We present LubDubDecoder, a system that enables fine-grained monitoring of micro-cardiac vibrations associated with the opening and closing of heart valves across a range of hearables. Our system transforms the built-in speaker, the only transducer common to all hearables, into an acoustic sensor that captures the coarse "lub-dub" heart sounds, leverages their shared temporal and spectral structure to reconstruct the subtle seismocardiography (SCG) and gyrocardiography (GCG) waveforms, and extract the timing of key micro-cardiac events. In an IRB-approved feasibility study with 25 users, our system achieves correlations of 0.88-0.95 compared to chest-mounted reference measurements in within-user and cross-user evaluations, and generalizes to unseen hearables using a zero-effort adaptation scheme with a correlation of 0.91. Our system is robust across remounting sessions and music playback.

Paper Structure

This paper contains 30 sections, 7 equations, 21 figures, 4 tables.

Figures (21)

  • Figure 1: Cardiac signal timing diagram. Each heartbeat begins with the electrical depolarization of the ventricles, measurable by the ECG. This is followed by the mitral valve closing which creates the "lub" (S1) sound of the heart, which generates an acoustic signal detectable at the ear. Later in the cardiac cycle, the aortic valve closes, producing the "dub" (S2) sound. The heart’s mechanical motion can be captured at using SCG and GCG.
  • Figure 2: Challenge of conventional IMU-based micro-cardiac measurements.
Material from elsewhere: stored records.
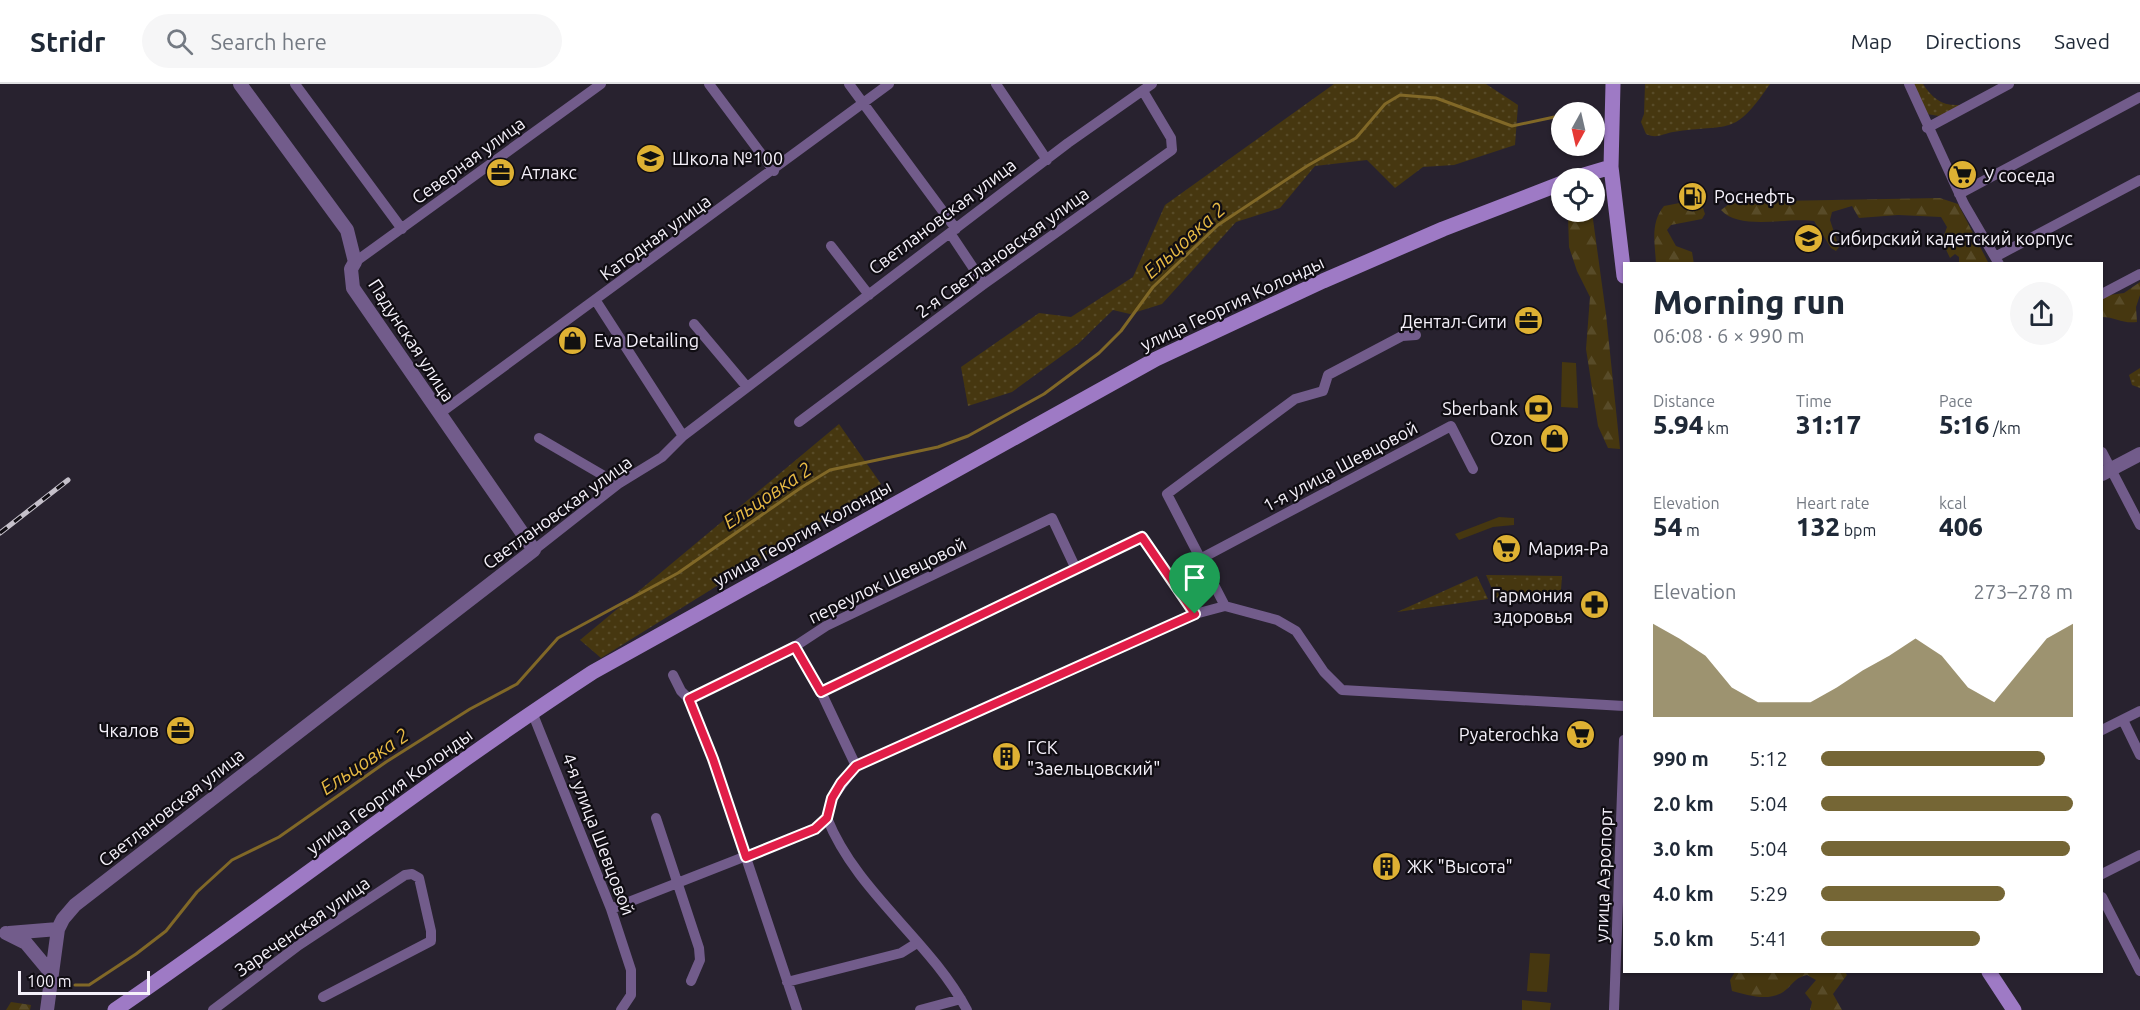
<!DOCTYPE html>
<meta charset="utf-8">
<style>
body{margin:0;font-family:Ubuntu,sans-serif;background:#f6f6f7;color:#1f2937;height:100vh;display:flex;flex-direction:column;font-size:22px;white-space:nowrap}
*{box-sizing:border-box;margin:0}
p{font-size:20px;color:#747a83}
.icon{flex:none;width:33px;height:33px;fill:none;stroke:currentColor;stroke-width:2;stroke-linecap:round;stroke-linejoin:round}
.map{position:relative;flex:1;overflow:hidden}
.panel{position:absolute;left:1623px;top:178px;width:480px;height:711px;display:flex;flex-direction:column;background:#fff;border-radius:0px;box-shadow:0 2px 4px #0004}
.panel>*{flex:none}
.needle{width:39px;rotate:188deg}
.tools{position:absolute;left:1551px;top:18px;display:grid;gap:12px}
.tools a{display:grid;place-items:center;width:54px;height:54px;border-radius:50%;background:#fff;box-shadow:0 2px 4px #0004;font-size:30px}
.scale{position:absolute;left:18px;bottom:15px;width:132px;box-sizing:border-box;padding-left:6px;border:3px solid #f5f1fa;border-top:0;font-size:16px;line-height:21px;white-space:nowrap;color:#f5f1fa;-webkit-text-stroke:4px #100d13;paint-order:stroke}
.pin{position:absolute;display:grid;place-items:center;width:51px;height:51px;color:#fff;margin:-62px -26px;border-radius:50% 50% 50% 0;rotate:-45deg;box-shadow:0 0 6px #0007}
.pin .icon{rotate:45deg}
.round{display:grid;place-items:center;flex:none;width:63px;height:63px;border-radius:32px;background:#f6f6f7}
.headline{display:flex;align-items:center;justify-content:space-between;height:102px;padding:0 30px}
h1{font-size:33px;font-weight:800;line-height:45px}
.figures{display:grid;grid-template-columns:repeat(3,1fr);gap:9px;height:102px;padding:6px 30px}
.figures div{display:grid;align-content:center}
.figures b{font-size:26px;font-weight:800}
.figures small{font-size:16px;font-weight:400}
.figures p{font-size:16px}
.chart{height:168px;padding:12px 30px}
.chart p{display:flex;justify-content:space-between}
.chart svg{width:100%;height:108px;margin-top:6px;fill:#756635;opacity:.7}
ul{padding:0 30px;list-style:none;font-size:20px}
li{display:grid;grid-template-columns:96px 72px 1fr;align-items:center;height:45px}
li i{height:15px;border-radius:8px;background:#756635}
header{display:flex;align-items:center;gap:36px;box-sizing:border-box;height:84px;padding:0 30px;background:#fff;border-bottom:2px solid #e0e1e3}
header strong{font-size:28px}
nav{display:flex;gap:33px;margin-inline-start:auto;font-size:21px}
.search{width:420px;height:54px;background:#f6f6f7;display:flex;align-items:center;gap:15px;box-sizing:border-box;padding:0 21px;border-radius:33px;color:#747a83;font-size:22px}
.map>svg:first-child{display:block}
.grass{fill:url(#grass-dots)}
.forest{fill:url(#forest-firs)}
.park{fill:#463710}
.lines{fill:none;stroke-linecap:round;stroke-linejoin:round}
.stream{stroke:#816827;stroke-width:3}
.minor{stroke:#725c8b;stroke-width:10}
.tertiary{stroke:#725c8b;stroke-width:14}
.secondary{stroke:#9e7ac5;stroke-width:15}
.rail-casing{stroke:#c5c0ca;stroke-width:5}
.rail{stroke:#100d13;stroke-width:3;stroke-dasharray:9;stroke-linecap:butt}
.route-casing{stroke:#fff;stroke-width:12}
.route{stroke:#e11d48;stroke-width:8}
.labels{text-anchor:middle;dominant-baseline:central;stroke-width:4.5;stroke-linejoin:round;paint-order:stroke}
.poi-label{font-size:18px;fill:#f5f1fa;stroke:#100d13;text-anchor:start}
.street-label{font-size:18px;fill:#f5f1fa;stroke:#100d13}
.water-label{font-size:20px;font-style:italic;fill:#e6b944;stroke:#100d13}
</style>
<header>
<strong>Stridr</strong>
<div class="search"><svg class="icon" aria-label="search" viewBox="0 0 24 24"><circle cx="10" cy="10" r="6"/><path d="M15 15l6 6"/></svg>Search here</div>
<nav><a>Map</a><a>Directions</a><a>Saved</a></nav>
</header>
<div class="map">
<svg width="2140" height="926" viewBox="0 0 2140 926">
<defs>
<pattern id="grass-dots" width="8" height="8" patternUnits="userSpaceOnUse" patternTransform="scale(1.5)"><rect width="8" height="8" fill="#463710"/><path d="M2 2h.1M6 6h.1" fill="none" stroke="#584b28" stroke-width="1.8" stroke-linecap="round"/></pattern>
<pattern id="forest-firs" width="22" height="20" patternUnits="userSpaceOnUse" patternTransform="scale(1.5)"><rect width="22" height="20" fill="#463710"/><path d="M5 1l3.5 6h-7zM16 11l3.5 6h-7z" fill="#584b28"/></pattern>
</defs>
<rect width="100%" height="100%" fill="#28222f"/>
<path class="grass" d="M1334,0H1486L1518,21L1515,61L1454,81L1423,83L1395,104L1367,76L1315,82L1280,124L1236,138L1162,220L1130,230L1113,226L1078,260L1012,308L968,322L961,283L1039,229L1071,233L1133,193L1165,121Z
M1645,0H1770C1733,54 1731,39 1673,48C1662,50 1657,55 1646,50L1641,38L1644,30Z
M1912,0H1923C1932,14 1942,22 1959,21L1961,24L1939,32L1927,30Z
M2140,284V304L2132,301L2129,291Z
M839,340L881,400L601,574L580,556Z
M1486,491L1562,492L1561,506L1496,514Z
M1477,492L1488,515L1397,528Z"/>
<path class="forest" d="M1940,114L1958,120L1989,180H1959V173L1955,170L1950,174L1942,157L1947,143L1941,133L1898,131L1859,134L1852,122L1832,128L1830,136L1839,163L1836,167L1831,164L1814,137C1789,133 1739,147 1721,126L1732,118Z
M1690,117L1703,124L1705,130L1702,135L1671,141L1667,146L1676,162L1692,168L1694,180H1656C1655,159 1650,139 1664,122Z
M1572,128H1592L1606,230L1620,365L1608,364L1598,342L1586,265L1590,213L1577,187L1569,163L1568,132Z
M2140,198V211L2136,223L2137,238C2123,240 2115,233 2102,233V212L2124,209Z
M1735,888H1845L1847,891L1833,910L1842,926H1810L1812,918L1805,909L1816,896L1807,891C1796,894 1796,896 1788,904C1773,919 1750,912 1732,907L1730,896Z
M11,918L31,921L30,926H6Z"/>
<path class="park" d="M1562,278L1576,279L1578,324L1561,323Z
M1499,433L1514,434V441L1493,443L1459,456L1455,450Z
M1496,495H1520L1522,506L1500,508Z
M1530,869L1550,870L1547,908L1527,907Z
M1522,916L1551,919L1550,926H1522Z"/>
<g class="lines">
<path class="stream" d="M75,901H89L136,870L166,847L197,808L232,776L279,753L386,678L470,625L517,600L558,554L678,489L802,403L830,386L938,363L968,352L1044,310L1099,269L1121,247L1153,203L1218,141L1307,82L1356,54L1385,20L1400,11L1436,14L1512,42L1559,32"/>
<path class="minor" d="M295,0L402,145
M709,0L774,87
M849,0L956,145
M996,0L1047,76
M1909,0L1964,120L1999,180
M1927,44L2009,0
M1959,110L2140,13
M950,149L984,200
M831,162L869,211
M1995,173L2140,96
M355,178L601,0
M2102,210L2140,190
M596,217L683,352
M694,240L747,303
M439,330L889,0
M799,338L984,200L1172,66L1171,54L1143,7
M539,354L618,400
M2102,368L2140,441
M534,466L618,400L662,373L683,352L1068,59L1152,0
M1202,474L1451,342L1473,385
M1225,522L1167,410L1295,315L1323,307L1328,291L1402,252L1416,251
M794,563L821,608L856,682
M673,591L681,607L689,615L713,675L797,926
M821,608L1142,453L1195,530
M689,615L794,563L826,542L1052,434L1076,485
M532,628L611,825L631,886V911L621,926
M2123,636L2140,671
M2102,646L2140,627
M656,734L699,864L700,876L691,897
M827,734C857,809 929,855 967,926
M2102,790L2140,771
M2102,813L2140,887
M611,825L815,745L827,734L832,714L856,682L1195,530L1225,522L1277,536L1296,547L1324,588L1342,606L1624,622
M787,898L901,869L917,859
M213,926L299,861L405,791L412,790L419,794L431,847V857L323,913
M920,926L961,915
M1614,926L1624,656"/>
<path class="tertiary" d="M2102,390L2140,370
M6,849L26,859L51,889
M9,849L58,845
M47,926L58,845L63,835L75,821L534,466L353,204L351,185L355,178L347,146L240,0"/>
<path class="secondary" d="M1613,0L1611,83L1624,192
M1574,94L1611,83
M1989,888L2014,926
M115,926C276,816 429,695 593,588L1156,275L1323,197L1443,145L1562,99"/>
<defs>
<path id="rail" d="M0,449L68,396"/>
</defs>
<use href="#rail" class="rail-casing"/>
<use href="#rail" class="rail"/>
</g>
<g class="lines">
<defs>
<path id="route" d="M1142,453L1195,530L856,682L841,699L832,714L827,734L815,745L746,773L713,675L689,615L795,563L821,608Z"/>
</defs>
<use href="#route" class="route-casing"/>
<use href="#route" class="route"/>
</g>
<defs>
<symbol id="school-disc" viewBox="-11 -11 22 22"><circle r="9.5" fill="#deb133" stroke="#100d13"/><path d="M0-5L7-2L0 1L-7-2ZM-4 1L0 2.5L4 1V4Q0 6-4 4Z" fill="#111"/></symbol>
<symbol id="office-disc" viewBox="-11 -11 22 22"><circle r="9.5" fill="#deb133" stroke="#100d13"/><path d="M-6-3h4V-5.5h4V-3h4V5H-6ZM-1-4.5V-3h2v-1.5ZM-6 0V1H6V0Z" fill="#111"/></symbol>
<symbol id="supermarket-disc" viewBox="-11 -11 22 22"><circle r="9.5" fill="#deb133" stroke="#100d13"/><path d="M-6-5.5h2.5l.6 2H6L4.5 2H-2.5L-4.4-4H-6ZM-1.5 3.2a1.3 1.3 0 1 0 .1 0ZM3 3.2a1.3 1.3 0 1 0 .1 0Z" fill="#111"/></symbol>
<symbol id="fuel-disc" viewBox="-11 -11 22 22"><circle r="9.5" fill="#deb133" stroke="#100d13"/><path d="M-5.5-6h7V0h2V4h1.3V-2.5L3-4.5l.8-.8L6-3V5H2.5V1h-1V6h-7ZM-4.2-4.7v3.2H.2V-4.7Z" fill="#111"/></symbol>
<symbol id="shop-disc" viewBox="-11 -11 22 22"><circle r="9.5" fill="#deb133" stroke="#100d13"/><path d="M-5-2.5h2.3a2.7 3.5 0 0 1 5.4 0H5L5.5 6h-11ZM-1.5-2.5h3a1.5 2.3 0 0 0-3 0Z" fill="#111"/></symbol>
<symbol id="bank-disc" viewBox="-11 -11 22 22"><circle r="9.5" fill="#deb133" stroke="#100d13"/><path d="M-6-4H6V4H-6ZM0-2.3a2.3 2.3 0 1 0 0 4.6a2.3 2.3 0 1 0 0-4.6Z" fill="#111"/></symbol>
<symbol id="pharmacy-disc" viewBox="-11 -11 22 22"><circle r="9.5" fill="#deb133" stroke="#100d13"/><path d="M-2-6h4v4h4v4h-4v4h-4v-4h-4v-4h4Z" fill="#111"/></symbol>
<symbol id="building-disc" viewBox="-11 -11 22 22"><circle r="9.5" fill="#deb133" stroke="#100d13"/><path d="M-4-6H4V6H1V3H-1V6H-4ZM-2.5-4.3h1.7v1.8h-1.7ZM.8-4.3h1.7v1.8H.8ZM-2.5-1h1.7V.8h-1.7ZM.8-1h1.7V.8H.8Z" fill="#111"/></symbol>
</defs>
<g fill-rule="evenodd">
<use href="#school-disc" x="634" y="58" width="33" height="33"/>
<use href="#office-disc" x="484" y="72" width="33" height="33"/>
<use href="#supermarket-disc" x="1946" y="74" width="33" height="33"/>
<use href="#fuel-disc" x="1676" y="96" width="33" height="33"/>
<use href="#school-disc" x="1792" y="138" width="33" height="33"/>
<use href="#office-disc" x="1512" y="220" width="33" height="33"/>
<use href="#shop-disc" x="556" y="240" width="33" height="33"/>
<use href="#bank-disc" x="1522" y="308" width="33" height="33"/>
<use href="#shop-disc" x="1538" y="338" width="33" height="33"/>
<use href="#supermarket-disc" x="1490" y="448" width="33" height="33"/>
<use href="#pharmacy-disc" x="1578" y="504" width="33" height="33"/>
<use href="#office-disc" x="164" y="630" width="33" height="33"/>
<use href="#supermarket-disc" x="1564" y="634" width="33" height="33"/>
<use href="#building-disc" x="990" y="656" width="33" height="33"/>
<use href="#building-disc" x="1370" y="766" width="33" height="33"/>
</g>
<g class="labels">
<g class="poi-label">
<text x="672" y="74">Школа №100</text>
<text x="521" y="88">Атлакс</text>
<text x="1984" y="91">У соседа</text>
<text x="1714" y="112">Роснефть</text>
<text x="1829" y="154">Сибирский кадетский корпус</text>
<text x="1507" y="237" text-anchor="end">Дентал-Сити</text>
<text x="594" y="256">Eva Detailing</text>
<text x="1518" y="324" text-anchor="end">Sberbank</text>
<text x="1533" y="354" text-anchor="end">Ozon</text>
<text x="1528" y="464">Мария-Ра</text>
<text x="1573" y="511" text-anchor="end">Гармония<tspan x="1573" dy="21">здоровья</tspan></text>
<text x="159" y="646" text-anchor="end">Чкалов</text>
<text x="1559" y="650" text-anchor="end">Pyaterochka</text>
<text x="1027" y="663">ГСК<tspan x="1027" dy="21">"Заельцовский"</tspan></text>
<text x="1407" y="782">ЖК "Высота"</text>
</g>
<g class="street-label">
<text transform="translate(468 76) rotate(-36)">Северная улица</text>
<text transform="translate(942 132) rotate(-37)">Светлановская улица</text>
<text transform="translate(655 153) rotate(-36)">Катодная улица</text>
<text transform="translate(1002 168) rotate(-36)">2-я Светлановская улица</text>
<text transform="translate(1232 219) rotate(-25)">улица Георгия Колонды</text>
<text transform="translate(412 256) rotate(57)">Падунская улица</text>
<text transform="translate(1340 382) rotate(-28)">1-я улица Шевцовой</text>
<text transform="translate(557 428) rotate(-36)">Светлановская улица</text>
<text transform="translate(802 449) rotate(-29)">улица Георгия Колонды</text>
<text transform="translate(887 496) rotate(-26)">переулок Шевцовой</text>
<text transform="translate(389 707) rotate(-36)">улица Георгия Колонды</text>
<text transform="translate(171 723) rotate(-38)">Светлановская улица</text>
<text transform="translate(599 750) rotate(69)">4-я улица Шевцовой</text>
<text transform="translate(1603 791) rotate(-88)">улица Аэропорт</text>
<text transform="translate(302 842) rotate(-35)">Зареченская улица</text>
</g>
<g class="water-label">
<text transform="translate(1184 156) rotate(-42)">Ельцовка 2</text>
<text transform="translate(767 411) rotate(-34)">Ельцовка 2</text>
<text transform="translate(364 677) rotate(-34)">Ельцовка 2</text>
</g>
</g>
</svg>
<div class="tools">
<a><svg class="needle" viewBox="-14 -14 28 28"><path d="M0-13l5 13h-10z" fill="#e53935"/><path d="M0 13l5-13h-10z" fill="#747a83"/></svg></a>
<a><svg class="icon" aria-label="locate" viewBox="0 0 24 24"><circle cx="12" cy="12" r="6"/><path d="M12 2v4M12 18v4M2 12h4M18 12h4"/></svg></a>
</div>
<div class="scale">100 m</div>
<div class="pin" style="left:1195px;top:530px;background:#1e9e55"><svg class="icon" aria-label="arrive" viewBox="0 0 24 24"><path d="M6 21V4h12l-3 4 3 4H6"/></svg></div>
<section class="panel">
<div class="headline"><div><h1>Morning run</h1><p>06:08 · 6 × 990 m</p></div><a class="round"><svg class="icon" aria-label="share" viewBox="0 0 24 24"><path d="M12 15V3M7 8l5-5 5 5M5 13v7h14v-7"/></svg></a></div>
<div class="figures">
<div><p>Distance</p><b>5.94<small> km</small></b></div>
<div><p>Time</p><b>31:17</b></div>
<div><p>Pace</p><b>5:16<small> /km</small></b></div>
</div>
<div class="figures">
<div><p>Elevation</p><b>54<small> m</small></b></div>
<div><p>Heart rate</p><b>132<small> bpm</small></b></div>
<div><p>kcal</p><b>406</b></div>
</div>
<div class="chart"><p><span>Elevation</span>273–278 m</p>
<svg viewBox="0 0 160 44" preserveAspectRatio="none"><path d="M0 44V6L10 12L20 19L30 32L40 38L50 38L60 38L70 32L80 25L90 19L100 12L110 19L120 32L130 38L140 25L150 12L160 6V44z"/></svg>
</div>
<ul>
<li><b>990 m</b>5:12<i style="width:89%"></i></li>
<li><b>2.0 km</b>5:04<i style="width:100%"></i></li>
<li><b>3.0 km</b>5:04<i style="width:99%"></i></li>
<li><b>4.0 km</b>5:29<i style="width:73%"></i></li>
<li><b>5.0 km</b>5:41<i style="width:63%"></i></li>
</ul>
</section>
</div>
Differences in sensor placement lead to variations in waveforms, making comparisons across repeated measurements challenging. Precise and consistent placement is difficult to ensure when measurements are performed by lay users outside clinical settings. Each waveform corresponds to a cycle of 800 ms, and amplitudes are normalized to their own maximum.
  • Figure 3: Dataset collection setup. (a) Ear-based cardiac sounds are measured using the microphone or speaker of a hearable; mechanical cardiac vibrations are measured at the left lower sternal border around the heart using a smartphone IMU. (b) Hearables used for data collection span a range of device types.
  • Figure 4: Effect of device remounting on cardiac signals. Within a single session, cardiac signals show similar morphology across cycles ($n=60$ cycles). After remounting the hearable and smartphone, ear-based cardiac sounds and micro-mechanical signals maintain comparable waveform shapes, with a modest increase in variability across cycles. Colored opaque line is mean signal across cardiac cycles, all cardiac cycles are overlaid in translucent gray. Each waveform corresponds to a cycle of 800 ms, and amplitudes are normalized to their own maximum.
  • Figure 5: Effect of individual physiology on cardiac signal variability. Waveform variability is presented for a random subset of $n=6$ subjects from our human subjects study showing differences in ear-based cardiac sounds, SCG, and GCG signals ($n=60$ cycles). Solid opaque lines represents the mean across all cardiac cycles within each subject, all cardiac cycles are overlaid in translucent color. Each waveform corresponds to a cycle of 800 ms, and amplitudes are normalized to their own maximum.